当然そんな瀕死の相手を前にして、グリフォンは息の根を止めに来る。
悠々と、地に己の存在を響かせて。そしてようやくその歩みを止めたとき。その漆黒の翼をもって上半身を浮き上げ、右腕を大きく引く。
その動きの意味は明らかだ。
砂を握った。それを撒き散らすだけの動きをすることすらも痛みを伴う。この身体のどこが悲鳴を上げているかもわからないほど、全身から叫喚が聞こえてくる。
それでも、まだ立ち上がろうと身体を動かす。
──約束を……果たさなくてはいけないの。三年前の約束を!
私はこの国の、このリューズベルクの王になる。皆に慕われる力をもって、皆が悪地での戦いで背中を守ってくれる瞬間を求めて。
少なくともお父さまはそれを実行してきた。それを見てきた私からすれば、皆の信頼を得る方法なんて、私が強くなる以外には知らないのだ。
「ッ……アリス…………だめだ。それ以上は、僕も君もただじゃすまされない!」
「……それでも、私は戦うの。戦わなくてはいけないの」
「なぜ…………なぜ君はそうまでして戦うんだ……!」
私は肘を立てて、膝をついて、悔恨の念から地面をたたき視線を前へ向けた。そして、立ち上がる。ガクッと身体は力が抜けて揺れつつ、最終的には両足でしっかりと地面を掴んで、敵と正対する。
そして答える。
「アリス・リューズベルクは、人間だから」
気持ちを持たない魔獣とは違う。皆を助けられる、暖かい人間でいたい。
「……」
ラインハルトは少々の間をもった。その後「ザッ」と砂を一度だけ鳴らして。
「そう、か。

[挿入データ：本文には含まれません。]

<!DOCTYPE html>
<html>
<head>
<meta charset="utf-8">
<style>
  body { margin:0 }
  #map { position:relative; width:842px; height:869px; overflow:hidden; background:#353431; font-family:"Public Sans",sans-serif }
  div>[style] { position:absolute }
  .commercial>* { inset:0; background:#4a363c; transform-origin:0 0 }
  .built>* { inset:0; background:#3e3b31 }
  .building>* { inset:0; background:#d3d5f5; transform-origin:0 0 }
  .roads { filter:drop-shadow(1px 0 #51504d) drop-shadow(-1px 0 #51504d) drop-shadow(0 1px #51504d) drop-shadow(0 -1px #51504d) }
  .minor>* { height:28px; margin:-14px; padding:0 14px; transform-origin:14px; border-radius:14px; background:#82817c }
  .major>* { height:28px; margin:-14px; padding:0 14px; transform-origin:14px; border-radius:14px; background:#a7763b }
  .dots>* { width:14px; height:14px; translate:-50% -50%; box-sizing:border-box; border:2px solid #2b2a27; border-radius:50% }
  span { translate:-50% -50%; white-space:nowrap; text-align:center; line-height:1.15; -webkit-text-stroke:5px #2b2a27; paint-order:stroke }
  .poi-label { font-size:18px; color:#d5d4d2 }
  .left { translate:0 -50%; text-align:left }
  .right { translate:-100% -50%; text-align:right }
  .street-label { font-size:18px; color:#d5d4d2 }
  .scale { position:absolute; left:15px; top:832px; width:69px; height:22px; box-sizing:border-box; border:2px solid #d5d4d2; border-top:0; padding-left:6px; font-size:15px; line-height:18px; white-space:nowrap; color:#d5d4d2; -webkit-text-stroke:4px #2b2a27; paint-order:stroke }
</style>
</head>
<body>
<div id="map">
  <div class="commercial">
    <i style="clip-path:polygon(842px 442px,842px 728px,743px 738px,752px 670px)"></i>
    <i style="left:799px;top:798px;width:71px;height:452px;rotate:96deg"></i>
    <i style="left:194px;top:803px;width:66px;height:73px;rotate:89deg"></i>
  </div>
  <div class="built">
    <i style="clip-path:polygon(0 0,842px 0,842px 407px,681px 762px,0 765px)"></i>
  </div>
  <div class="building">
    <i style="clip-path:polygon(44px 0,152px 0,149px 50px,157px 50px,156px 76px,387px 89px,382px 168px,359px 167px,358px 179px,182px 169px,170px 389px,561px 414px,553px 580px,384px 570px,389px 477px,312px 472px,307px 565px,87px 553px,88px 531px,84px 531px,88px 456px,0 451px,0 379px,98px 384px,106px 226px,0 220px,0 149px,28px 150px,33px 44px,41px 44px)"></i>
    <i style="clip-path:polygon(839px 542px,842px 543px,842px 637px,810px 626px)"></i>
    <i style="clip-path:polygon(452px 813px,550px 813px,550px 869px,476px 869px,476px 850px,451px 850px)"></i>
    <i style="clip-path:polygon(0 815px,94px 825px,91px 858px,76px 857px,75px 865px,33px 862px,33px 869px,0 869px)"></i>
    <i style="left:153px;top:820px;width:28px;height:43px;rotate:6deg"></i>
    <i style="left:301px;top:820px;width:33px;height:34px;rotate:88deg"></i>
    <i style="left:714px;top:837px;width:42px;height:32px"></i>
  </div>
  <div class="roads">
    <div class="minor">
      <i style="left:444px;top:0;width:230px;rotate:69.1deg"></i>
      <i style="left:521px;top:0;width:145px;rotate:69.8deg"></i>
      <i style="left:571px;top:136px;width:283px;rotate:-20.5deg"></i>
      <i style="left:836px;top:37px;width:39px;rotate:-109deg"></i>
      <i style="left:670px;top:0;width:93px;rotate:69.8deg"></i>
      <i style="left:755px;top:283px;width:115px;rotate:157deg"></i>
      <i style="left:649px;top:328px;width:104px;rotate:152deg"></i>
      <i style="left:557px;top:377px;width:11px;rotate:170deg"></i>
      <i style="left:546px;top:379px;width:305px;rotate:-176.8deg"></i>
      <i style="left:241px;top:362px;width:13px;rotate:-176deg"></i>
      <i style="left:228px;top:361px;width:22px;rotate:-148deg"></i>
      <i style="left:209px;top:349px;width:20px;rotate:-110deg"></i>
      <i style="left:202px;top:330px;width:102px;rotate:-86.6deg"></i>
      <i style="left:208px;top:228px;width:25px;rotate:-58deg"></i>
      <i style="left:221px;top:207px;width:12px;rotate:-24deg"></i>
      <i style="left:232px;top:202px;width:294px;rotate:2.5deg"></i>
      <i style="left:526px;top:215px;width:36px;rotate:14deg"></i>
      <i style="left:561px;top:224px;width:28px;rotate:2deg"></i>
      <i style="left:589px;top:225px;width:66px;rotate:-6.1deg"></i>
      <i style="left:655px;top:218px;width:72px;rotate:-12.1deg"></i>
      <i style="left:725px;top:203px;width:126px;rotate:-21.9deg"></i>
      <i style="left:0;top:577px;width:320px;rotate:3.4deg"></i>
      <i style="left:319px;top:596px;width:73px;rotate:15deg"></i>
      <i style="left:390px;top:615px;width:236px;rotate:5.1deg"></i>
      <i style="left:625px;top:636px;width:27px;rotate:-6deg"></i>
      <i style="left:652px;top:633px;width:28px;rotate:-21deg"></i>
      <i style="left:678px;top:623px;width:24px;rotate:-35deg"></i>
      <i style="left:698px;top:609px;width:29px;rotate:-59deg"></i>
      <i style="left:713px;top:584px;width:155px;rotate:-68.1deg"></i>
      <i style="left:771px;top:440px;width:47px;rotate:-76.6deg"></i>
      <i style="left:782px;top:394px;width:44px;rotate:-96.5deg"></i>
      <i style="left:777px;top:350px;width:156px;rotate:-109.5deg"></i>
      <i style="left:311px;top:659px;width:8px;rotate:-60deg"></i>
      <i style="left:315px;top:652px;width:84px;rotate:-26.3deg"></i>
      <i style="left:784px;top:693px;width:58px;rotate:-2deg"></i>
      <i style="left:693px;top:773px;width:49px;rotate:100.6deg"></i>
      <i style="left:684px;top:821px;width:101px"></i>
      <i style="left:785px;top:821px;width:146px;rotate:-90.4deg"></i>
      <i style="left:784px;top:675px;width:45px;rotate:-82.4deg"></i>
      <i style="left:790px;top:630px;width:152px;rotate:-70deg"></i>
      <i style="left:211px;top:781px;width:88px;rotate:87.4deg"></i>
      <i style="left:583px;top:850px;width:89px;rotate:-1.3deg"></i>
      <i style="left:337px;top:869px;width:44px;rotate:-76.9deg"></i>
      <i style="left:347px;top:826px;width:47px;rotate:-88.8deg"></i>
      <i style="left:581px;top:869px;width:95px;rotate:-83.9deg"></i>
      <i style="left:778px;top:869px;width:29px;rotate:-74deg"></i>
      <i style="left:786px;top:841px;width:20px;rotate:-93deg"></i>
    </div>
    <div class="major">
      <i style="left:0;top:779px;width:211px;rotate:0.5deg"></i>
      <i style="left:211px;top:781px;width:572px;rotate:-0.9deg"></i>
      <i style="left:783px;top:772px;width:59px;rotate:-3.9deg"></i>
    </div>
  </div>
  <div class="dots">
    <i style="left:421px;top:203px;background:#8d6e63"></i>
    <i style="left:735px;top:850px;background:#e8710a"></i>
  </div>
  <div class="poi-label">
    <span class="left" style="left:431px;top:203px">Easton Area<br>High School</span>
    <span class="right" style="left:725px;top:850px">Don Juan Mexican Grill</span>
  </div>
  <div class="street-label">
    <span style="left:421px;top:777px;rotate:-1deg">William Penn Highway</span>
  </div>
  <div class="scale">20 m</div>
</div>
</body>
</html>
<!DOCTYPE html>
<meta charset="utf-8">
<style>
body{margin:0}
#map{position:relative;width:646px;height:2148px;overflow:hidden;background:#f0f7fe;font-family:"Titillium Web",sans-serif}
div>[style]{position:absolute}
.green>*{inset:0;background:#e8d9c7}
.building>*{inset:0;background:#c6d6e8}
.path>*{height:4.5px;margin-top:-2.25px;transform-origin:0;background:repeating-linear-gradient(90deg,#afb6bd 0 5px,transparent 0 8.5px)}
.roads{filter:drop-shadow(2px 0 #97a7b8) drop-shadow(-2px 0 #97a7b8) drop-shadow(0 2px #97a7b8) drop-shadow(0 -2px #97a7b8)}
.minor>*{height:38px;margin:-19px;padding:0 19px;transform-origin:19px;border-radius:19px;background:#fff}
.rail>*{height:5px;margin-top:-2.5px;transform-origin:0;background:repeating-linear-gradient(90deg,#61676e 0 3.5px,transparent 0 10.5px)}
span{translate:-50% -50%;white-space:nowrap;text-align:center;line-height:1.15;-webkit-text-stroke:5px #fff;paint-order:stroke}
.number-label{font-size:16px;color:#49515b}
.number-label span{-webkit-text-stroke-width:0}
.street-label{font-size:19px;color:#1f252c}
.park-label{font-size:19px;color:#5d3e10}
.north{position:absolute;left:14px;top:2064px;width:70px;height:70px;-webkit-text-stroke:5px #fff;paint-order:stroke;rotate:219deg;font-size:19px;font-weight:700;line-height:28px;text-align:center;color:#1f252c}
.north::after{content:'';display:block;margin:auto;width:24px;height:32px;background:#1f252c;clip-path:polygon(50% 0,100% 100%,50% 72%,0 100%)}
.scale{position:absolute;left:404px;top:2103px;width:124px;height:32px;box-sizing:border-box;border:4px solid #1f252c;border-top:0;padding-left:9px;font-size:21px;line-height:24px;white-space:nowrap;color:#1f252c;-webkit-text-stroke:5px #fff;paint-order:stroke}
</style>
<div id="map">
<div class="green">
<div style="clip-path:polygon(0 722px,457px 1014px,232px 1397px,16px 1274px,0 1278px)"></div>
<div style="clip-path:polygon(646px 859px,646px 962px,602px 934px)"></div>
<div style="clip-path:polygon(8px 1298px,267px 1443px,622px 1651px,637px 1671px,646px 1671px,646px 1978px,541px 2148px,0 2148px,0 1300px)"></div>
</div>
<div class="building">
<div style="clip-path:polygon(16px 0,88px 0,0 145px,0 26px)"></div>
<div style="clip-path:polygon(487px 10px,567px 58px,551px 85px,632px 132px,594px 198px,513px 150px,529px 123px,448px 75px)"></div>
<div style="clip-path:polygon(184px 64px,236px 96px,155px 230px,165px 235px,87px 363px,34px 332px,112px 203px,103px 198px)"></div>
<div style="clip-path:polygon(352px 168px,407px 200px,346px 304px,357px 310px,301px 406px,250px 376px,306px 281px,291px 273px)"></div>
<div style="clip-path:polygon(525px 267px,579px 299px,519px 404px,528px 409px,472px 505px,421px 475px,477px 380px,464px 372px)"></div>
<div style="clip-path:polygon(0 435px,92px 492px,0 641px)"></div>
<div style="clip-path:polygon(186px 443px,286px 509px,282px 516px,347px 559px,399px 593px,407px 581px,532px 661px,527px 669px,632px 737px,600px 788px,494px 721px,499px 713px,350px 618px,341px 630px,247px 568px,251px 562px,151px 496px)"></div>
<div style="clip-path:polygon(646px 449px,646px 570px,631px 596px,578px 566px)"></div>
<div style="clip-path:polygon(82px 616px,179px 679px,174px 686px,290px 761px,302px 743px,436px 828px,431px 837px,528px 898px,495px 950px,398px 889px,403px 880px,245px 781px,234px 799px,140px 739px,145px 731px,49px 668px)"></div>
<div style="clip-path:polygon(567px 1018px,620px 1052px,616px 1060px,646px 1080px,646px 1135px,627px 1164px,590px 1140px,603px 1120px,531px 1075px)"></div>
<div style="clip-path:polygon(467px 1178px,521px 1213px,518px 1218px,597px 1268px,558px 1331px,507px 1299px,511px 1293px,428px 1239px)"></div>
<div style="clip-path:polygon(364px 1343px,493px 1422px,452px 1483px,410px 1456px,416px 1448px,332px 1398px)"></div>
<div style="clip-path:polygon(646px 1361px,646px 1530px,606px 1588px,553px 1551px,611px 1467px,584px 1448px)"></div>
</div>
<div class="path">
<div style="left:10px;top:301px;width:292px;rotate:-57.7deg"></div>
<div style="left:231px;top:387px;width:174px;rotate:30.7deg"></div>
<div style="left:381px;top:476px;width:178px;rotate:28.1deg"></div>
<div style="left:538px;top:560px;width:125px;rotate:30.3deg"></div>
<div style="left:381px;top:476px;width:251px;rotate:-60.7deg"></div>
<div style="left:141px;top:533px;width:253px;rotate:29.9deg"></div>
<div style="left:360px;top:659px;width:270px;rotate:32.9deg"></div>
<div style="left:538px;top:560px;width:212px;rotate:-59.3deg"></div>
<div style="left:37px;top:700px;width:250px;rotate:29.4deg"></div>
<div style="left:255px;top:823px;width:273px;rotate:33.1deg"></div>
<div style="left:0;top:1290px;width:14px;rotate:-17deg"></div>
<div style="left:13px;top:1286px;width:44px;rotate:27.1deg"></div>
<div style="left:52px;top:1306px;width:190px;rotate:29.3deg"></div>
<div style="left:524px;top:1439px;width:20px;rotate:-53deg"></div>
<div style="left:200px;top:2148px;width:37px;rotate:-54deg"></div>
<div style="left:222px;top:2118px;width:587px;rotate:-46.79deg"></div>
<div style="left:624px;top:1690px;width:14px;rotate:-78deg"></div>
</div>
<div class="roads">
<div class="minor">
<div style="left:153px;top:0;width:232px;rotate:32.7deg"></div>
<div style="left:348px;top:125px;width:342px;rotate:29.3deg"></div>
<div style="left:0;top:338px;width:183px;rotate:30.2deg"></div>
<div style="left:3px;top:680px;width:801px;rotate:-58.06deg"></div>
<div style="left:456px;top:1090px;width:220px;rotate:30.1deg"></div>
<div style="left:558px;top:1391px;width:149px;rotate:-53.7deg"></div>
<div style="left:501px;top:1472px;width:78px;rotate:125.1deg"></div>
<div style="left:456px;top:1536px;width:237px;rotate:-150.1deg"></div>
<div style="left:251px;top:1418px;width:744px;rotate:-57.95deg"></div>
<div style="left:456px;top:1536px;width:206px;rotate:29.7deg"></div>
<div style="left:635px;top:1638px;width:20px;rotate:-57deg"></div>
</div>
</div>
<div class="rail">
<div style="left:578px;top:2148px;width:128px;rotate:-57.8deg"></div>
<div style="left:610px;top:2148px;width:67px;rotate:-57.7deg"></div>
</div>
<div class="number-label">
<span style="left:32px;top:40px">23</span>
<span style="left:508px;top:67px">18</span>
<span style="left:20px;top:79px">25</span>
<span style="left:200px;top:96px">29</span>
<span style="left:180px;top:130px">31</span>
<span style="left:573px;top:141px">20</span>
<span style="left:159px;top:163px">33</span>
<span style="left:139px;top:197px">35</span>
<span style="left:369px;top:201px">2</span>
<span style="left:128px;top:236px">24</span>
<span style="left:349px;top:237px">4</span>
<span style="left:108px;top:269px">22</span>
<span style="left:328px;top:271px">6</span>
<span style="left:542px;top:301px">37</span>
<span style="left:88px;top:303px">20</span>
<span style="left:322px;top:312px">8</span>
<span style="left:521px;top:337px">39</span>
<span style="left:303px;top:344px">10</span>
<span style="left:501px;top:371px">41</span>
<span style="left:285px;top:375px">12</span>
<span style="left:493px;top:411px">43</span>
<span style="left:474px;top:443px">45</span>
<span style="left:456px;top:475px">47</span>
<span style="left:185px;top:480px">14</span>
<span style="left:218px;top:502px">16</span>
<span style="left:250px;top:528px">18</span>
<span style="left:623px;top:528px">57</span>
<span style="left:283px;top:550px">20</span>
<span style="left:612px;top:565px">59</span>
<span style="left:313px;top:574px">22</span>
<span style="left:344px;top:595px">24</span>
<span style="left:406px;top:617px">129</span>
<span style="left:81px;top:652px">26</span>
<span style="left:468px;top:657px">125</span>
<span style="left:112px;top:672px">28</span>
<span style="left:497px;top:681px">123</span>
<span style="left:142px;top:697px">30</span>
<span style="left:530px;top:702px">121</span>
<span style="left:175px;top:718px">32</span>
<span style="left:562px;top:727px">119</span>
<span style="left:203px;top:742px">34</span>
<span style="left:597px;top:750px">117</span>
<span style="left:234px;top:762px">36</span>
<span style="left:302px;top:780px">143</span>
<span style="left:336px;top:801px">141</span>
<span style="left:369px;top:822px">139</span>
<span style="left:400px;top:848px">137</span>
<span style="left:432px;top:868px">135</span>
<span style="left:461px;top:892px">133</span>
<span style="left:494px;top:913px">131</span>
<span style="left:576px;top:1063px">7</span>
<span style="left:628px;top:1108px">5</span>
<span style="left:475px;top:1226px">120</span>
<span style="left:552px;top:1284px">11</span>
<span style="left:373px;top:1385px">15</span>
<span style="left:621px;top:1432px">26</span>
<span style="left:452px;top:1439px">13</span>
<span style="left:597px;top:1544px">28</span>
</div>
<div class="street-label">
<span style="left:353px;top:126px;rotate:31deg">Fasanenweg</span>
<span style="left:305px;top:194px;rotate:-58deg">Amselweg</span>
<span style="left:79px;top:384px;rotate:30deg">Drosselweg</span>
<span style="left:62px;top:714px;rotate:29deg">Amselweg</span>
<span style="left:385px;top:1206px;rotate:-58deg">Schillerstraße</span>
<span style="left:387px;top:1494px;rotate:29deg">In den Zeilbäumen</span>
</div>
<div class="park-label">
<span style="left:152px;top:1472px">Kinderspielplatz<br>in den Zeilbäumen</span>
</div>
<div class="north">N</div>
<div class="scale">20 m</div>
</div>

……理解したよ」
そう発してから立ち上がり、私と、今にも攻撃を放とうとしているグリフォンとの間に割り込んで、剣を右手でグッと強く握る。
「何してるの、ライン──」
「君は──」
私の言葉の続きを奪ってラインハルトは発する。
「君は僕のことを信用していないことは知ってる。でも、僕も人間だ。君に隠し事をするのはもう疲れたよ」
「隠し事?」
「そう。だから、今ここにいる人にだけ見せてあげよう」
ラインハルトは、完全に意味を取りきることのできない、大いに含みを持った言い方で、私たちに言葉を掛ける。
「来るぞ! 衝撃に備えろッ!」
ルイン騎士隊長の声が辺り一帯を包み込んだ。